But I can see how losing the North Caucasus could hurt a lot. Do the Tsarists hold any of the other key regions (i.e. Ukraine to the Urals, primarily; I know the rebels hold the Volga, but how far west and east do they stretch?)
Isn't the Ukraine a German puppet state or am I misremembering it?
 
Russian peasants be like:
(Yes, I know the conditions and status of Russian peasants are better than that of Afro-American slaves, but the conditions are still terrible).
 
Russian peasants be like:
(Yes, I know the conditions and status of Russian peasants are better than that of Afro-American slaves, but the conditions are still terrible).
I have long held the opinion that no matter what any know it all academic or amateur says, serf and slave practically mean the same thing.
 
I have long held the opinion that no matter what any know it all academic or amateur says, serf and slave practically mean the same thing.

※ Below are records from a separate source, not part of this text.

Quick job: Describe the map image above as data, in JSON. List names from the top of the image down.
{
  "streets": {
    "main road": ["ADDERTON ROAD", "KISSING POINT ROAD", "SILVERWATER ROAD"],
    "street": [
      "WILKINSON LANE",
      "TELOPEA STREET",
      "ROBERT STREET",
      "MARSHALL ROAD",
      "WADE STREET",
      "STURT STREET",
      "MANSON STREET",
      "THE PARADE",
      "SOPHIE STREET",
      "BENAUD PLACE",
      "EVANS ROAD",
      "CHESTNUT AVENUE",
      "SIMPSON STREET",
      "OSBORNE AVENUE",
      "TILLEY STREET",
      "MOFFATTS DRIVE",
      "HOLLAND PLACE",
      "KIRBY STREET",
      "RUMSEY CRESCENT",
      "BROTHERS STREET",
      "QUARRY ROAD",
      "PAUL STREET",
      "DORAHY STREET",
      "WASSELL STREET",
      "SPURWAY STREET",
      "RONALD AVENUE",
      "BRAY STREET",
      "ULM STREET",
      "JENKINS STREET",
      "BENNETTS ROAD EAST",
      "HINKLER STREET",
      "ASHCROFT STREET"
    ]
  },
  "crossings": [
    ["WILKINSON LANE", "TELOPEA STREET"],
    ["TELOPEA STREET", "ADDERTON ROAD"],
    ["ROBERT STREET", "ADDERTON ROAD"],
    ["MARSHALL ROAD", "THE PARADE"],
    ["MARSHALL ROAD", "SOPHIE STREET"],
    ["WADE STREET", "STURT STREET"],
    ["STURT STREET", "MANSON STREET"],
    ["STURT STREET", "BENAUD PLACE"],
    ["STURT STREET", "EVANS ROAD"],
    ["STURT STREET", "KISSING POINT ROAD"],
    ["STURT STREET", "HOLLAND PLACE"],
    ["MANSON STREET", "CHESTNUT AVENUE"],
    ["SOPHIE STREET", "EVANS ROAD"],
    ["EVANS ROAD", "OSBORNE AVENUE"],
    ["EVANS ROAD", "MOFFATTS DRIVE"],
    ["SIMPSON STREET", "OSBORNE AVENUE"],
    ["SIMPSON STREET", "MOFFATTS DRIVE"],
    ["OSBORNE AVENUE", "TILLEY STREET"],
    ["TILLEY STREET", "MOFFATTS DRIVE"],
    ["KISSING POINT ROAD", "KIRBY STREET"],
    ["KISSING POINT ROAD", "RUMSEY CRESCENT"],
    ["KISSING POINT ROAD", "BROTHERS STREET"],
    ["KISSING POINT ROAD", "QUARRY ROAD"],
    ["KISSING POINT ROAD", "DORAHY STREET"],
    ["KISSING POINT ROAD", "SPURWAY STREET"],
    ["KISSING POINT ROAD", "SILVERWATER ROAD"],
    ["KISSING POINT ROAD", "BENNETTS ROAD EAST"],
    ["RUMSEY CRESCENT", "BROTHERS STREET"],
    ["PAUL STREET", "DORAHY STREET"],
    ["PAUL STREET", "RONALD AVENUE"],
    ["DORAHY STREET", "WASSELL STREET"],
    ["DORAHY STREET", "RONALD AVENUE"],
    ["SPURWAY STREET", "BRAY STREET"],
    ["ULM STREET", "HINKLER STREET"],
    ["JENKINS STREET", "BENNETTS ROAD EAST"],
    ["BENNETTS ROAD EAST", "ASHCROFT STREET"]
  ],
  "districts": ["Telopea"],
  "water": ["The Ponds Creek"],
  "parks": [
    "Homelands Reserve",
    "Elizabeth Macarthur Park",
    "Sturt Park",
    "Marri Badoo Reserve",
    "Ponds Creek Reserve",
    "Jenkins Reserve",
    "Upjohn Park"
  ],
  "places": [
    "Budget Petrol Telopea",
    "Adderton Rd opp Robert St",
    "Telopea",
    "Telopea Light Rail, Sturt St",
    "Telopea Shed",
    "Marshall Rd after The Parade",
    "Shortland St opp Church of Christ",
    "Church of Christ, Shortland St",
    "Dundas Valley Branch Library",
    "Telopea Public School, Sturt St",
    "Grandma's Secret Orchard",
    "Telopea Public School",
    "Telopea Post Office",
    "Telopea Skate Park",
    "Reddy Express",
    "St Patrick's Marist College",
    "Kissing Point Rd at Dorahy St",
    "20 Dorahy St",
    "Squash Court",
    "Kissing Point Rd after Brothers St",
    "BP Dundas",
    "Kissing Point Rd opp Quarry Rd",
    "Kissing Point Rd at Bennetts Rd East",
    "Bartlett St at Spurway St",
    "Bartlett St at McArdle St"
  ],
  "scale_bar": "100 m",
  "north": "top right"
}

But serfs aren't property! They're only bound to the land they're born on, have to work for their lord until the day they die, can't leave or marry without permission! Totally not slavery! Serfdom and slavery are totes different things! REEEEEEE!
 
Wow, this update was a perfect representation of how the peasants suffered during this war. Nevertheless I think the Tsarist will win, Antonov will probably feel guilty and revolt again dealing a deathblow to the republic. In the next chapter we will see Antonov form a soviet state in the south of the country figthing the Tsarist after the republic fell.